Programming ain't what it used to be......neither is music.

A bit o' background:

You might say I'm young old-school. I was first bitten by the technology bug in the 70's, in my teens.The first personal computers came out, and I was fascinated by them. I was never able to actually AFFORD one, but I followed the trends and read articles about everythign computer-related that I could find. I even did a paper on what a system-analyst did!

I took a couple of programming courses in college at UTC (Tennessee-Chattanooga) - PL/1 and Fortran. The Fortran class was done using punched cards - the jobs were sent up to Knoxville and we waited hours for the results of our little programs.

(There was something satisfyingly organic about punching cards. I still remember the feel of the CLUNK when the card was punched as I hit a key on the keyboard.)

Back then, programming was on a much lower level language-wise. Great programmers could do assembler so their stuff would run faster or have additional features not easilyimplemented in the upper-level language they were using. I knew people did that, but I never got into spending hours twiddling bits so a routine would run faster. I had music to make!

Nowadays, things are different. I read a piece a few years back about how programming was becoming just connecting pieces of pre-existing code together, and lamenting the loss of "real" programming". Modular coding is a great thing overall, because it allows many more people (and talent types) to create code. It also allows a developer to easily add features to a project. For example, I don't really care to learn Javascript in-depth - but because of the modularity of the language when used in a webpage, it is easy to grab a script off some website and pop into my html. A few tweaks here and there and poof - added functionality!

There is also a parallel in music production. It used to be normal for composers to write their pieces line by line - making sure one line fit with the previous line, or one part with the other. Now, so much music is created by loops - let's use this loop, mess with it a bit, then add this other loop to it, etc etc.

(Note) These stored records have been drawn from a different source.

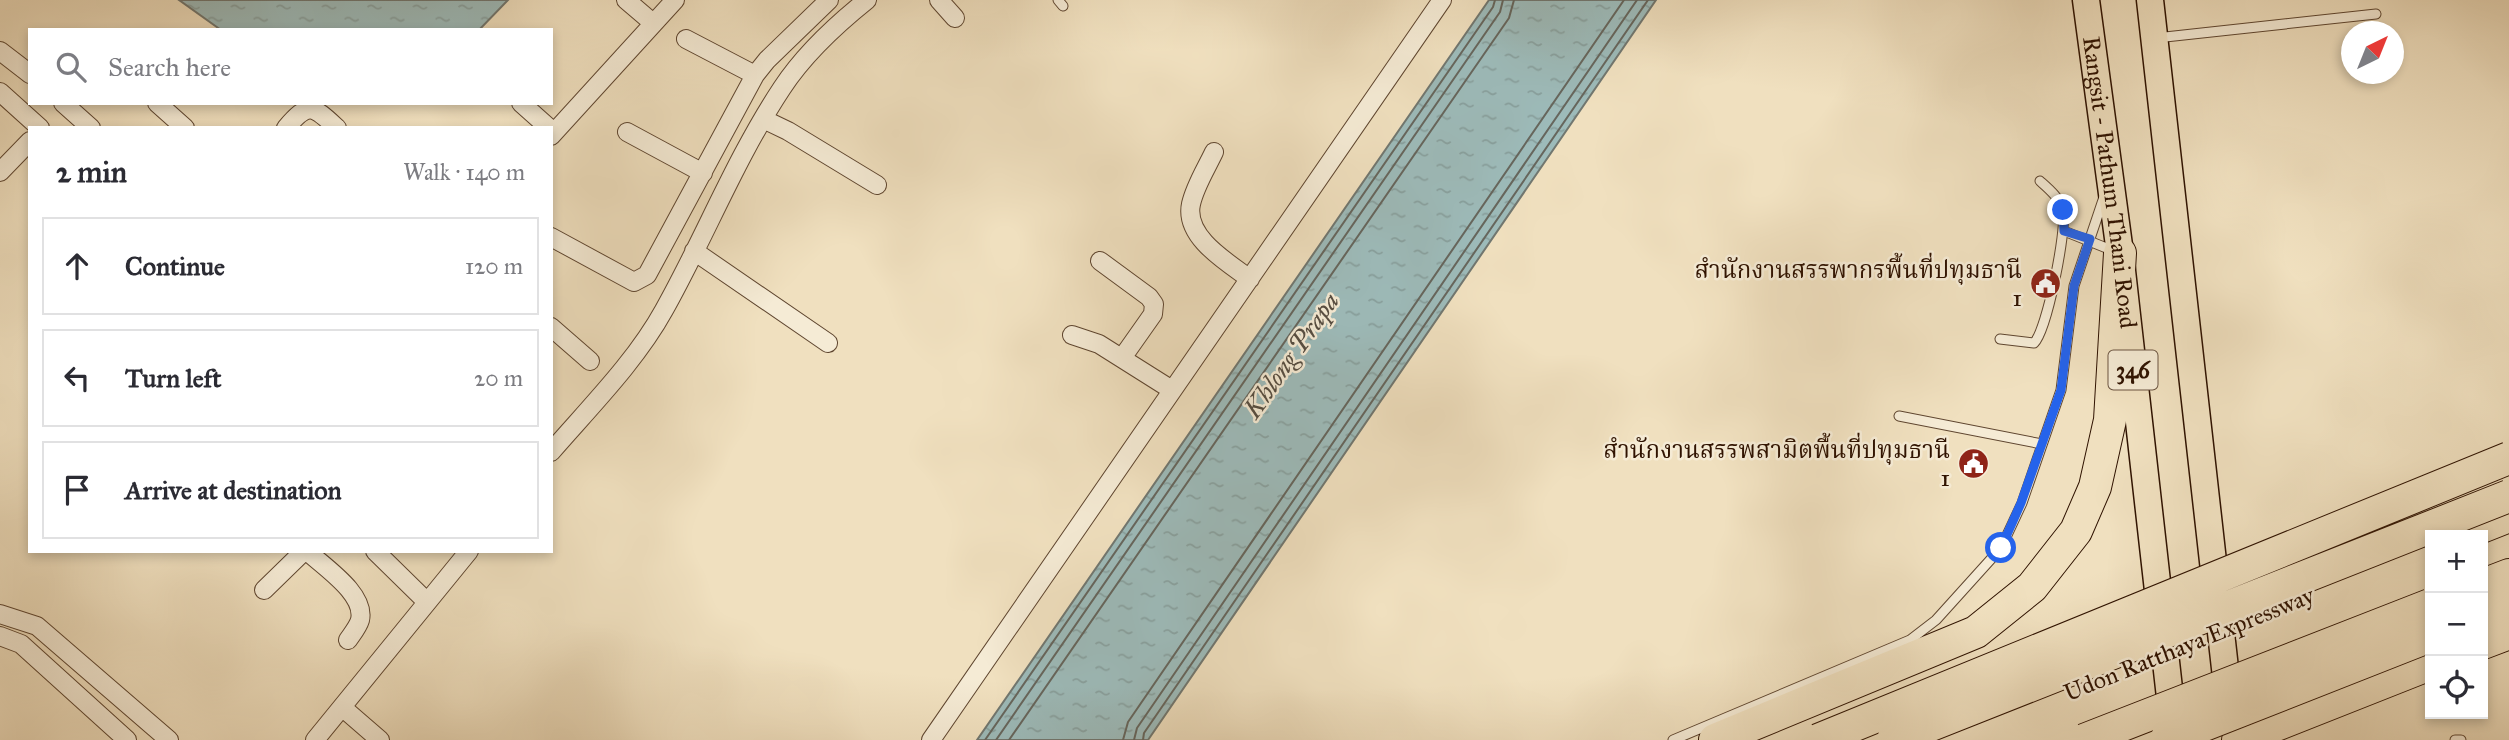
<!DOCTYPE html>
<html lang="en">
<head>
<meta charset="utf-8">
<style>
	:root { --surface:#fff; --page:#f2f2f3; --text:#2b2b33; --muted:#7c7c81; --line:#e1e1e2 }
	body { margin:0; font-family:"IM FELL Great Primer","Noto Serif Thai",serif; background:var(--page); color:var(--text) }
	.controls { position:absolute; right:21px; bottom:21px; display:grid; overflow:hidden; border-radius:0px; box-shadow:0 4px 10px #0003 }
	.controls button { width:63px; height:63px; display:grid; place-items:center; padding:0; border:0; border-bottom:2px solid var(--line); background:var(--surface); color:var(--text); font:35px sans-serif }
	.compass { position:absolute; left:2341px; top:21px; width:63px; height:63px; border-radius:50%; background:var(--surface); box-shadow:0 4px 10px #0003; rotate:43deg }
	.stop { position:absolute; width:21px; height:21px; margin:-16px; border:5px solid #2563eb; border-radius:50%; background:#fff }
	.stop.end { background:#2563eb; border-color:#fff; box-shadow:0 2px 7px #0008 }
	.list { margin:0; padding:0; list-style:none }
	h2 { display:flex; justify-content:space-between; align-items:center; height:91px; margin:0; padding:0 28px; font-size:30px }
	h2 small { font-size:23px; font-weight:400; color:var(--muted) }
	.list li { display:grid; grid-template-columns:46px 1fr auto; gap:21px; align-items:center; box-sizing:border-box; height:98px; margin:0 14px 14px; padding:0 14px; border:2px solid var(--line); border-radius:0px }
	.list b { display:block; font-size:26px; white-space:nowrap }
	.list em { font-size:23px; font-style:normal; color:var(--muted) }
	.icon { flex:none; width:38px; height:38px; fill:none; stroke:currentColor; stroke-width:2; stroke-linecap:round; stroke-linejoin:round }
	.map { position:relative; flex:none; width:2509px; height:740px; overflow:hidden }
	.search { position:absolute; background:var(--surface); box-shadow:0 4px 10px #0003; left:28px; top:28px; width:525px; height:77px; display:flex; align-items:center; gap:18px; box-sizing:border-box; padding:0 24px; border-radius:0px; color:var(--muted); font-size:26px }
	.panel { position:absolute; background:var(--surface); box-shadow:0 4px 10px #0003; left:28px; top:126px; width:525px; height:427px; border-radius:0px }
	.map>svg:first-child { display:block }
	.water { fill:url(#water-ripples); stroke:#717770; stroke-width:2 }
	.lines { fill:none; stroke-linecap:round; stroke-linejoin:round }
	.shore { stroke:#66665d; stroke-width:2 }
	.lane-casing { stroke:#5f4630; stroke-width:11 }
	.street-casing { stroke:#5f4630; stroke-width:20 }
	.primary-casing { stroke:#2f1200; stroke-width:29 }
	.highway-casing { stroke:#2f1200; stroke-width:34 }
	.lane { stroke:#f5ebd5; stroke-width:9 }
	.street { stroke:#f5ebd5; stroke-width:18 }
	.primary { stroke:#f0e0bf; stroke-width:26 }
	.highway { stroke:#f0e0bf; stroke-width:32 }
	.highway-bridge-casing { stroke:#2f1200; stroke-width:34; stroke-linecap:butt }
	.highway-bridge { stroke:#f0e0bf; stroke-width:32 }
	.route { stroke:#2563eb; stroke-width:9 }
	.labels { text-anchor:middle; stroke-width:5; stroke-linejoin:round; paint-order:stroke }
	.shield { fill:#f5ebd5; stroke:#6a5340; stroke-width:2 }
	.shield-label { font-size:23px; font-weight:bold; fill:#2f1200 }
	.street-label { font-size:24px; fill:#2f1200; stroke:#f5ebd5 }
	.poi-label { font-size:24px; fill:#2f1200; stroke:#f5ebd5; text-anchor:end }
	.water-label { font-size:26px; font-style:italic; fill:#564d41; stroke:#f5ebd5 }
</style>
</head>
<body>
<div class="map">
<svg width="2509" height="740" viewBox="0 0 2509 740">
	<defs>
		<pattern id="water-ripples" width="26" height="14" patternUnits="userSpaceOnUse" patternTransform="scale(1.75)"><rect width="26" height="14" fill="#9dbbba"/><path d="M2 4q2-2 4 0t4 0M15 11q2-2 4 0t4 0" fill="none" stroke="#88a09e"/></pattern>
	</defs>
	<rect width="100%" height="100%" fill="#f0e0bf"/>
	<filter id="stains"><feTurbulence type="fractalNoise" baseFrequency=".00286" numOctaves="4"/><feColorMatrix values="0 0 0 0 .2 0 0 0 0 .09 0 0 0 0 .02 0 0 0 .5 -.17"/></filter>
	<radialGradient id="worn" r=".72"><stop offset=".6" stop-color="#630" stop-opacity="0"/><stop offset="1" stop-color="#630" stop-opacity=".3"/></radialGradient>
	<!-- water -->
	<path class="water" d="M179,0H508L479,30H221Z
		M1489,0H1656L1148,740H977Z"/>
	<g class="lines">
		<!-- shore -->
		<path class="shore" d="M985,740L1493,7L1495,0
			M996,740L1500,12L1503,0
			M1009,740L1509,18L1514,0
			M1123,740L1128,722L1624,0
			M1134,740L1137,728L1637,0
			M1143,740L1144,733L1648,0"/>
		<defs>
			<path id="lane" d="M1058,0L1063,6
				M2156,38L2376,14
				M2064,231L2114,251
				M2000,339L2034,343C2047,330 2067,230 2063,211C2060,198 2049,189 2040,181
				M1899,416L2042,444
				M1673,740L1910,640L1936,620L2001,548L2022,503L2061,390L2074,286L2104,197
				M2455,740H2461"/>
			<path id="street" d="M626,0L653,23
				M939,0L955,18
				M686,39L755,75
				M0,51L30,74
				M0,92L40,128
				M63,103L91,128
				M157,103L185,128
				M521,103L549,128
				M763,119L788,131L877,185
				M286,128C309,101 313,106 337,128
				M627,132L703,173
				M551,136L675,0
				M1214,152C1206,169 1195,186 1191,204C1184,237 1227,262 1250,279
				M0,172L30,141
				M551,237L634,282L647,275L755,75L767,60L829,0
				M694,251L828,343
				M1100,261L1149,297L1154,304L1153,314L1122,358
				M551,327L590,361
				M1072,335L1099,344L1172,390
				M551,452C589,408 636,361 664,310C705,237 735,159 782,88C803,56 837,24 867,0
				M307,551C324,567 366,594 360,620C358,627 352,634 348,640
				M375,551L427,602
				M264,590L304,551
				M0,614L37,626L169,740
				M0,636L21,644L127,740
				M343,708L380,740
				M315,740L469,551
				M931,740L1442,0"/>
			<g id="primary">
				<path id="s1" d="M2086,0L2120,253L2173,724"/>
				<path d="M2150,0L2229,704"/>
			</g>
			<path id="highway" d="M2461,535L2509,516
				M2483,585L2509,575
				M2483,615L2509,605
				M2483,643L2509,633
				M1715,740L1976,632L2032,587L2076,531L2095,487L2110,420L2120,253
				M2238,740L2430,664"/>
		</defs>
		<!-- lane casing -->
		<use href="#lane" class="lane-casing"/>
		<!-- street casing -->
		<use href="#street" class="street-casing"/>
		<!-- primary casing -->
		<use href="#primary" class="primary-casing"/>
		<!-- highway casing -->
		<use href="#highway" class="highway-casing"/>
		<!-- lane -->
		<use href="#lane" class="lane"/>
		<!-- street -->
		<use href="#street" class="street"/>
		<!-- primary -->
		<use href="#primary" class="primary"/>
		<!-- highway -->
		<use href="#highway" class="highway"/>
		<defs>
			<path id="highway-bridge" d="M1818,740L2509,458
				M1893,740L2509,496
				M2084,740L2430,605
				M2166,740L2430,636"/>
		</defs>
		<!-- highway-bridge casing -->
		<use href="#highway-bridge" class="highway-bridge-casing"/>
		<!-- highway-bridge -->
		<use href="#highway-bridge" class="highway-bridge"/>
	</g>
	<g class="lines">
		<!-- route -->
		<path class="route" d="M2001,548L2021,503L2061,390L2074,286L2090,239L2064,231L2063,210"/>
	</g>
	<!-- icons -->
	<defs>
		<symbol id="civic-disc" viewBox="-11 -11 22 22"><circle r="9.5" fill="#8f2418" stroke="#f5ebd5"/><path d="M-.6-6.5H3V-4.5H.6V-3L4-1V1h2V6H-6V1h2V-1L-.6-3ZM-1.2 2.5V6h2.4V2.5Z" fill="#fff"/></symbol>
	</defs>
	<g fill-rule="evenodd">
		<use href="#civic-disc" x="2028" y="266" width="35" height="35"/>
		<use href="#civic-disc" x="1956" y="446" width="35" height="35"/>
	</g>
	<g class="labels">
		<!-- shield labels -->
		<rect class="shield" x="2108.5" y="350.5" width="49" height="39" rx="5"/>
		<g class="shield-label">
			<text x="2133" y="378">346</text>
		</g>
		<!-- street labels -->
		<g class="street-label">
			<text dy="8" stroke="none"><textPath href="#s1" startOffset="184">Rangsit - Pathum Thani Road</textPath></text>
			<text transform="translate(2189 644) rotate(-22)" y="8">Udon Ratthaya Expressway</text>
		</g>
		<!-- poi labels -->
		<g class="poi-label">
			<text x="2022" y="278">สำนักงานสรรพากรพื้นที่ปทุมธานี<tspan x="2022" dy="28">1</tspan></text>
			<text x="1950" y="458">สำนักงานสรรพสามิตพื้นที่ปทุมธานี<tspan x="1950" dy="28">1</tspan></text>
		</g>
		<!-- water labels -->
		<g class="water-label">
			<text transform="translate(1291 355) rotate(-55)" y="9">Khlong Prapa</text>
		</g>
	</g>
	<rect width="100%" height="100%" filter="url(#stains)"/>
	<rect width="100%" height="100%" fill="url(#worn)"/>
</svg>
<div class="controls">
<button>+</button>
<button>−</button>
<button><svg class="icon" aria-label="locate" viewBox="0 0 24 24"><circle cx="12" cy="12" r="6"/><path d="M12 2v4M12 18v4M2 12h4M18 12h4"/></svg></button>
</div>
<svg class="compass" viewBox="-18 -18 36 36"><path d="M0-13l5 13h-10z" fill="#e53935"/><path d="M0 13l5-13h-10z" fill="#7c7c81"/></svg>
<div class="stop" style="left:2001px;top:548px"></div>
<div class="stop end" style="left:2063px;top:210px"></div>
<div class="search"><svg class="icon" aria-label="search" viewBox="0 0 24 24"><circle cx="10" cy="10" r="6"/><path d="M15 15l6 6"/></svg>Search here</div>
<section class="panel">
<h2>2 min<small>Walk · 140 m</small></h2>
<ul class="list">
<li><svg class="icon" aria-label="ahead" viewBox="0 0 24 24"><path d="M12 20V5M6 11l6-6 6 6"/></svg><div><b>Continue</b></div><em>120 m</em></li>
<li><svg class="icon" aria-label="left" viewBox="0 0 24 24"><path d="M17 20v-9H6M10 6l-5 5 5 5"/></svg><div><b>Turn left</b></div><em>20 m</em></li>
<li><svg class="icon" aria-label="arrive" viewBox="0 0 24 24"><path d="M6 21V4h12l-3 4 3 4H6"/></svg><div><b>Arrive at destination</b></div></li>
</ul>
</section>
</div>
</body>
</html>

This has the benefit of allowing mroe people to create music. The downside, just as with programming, is that the music created is often not very good - or at best is merely derivative. This is ok if that's what you WANT, but it isn't a long-term viable thing - people get bored listening to the same mediocre stuff after a while.

Any conclusions to this? Hmmmmmm.........I'm willing to bet this is just a phase we're going through. The techniques - both programming and in music production - being used today will spark yet another way of working - and the creative people (no, the REALLY creative people - the ones willing to work at it) will take what we do now and make up something new.

Some of them might actually do it away from the computer!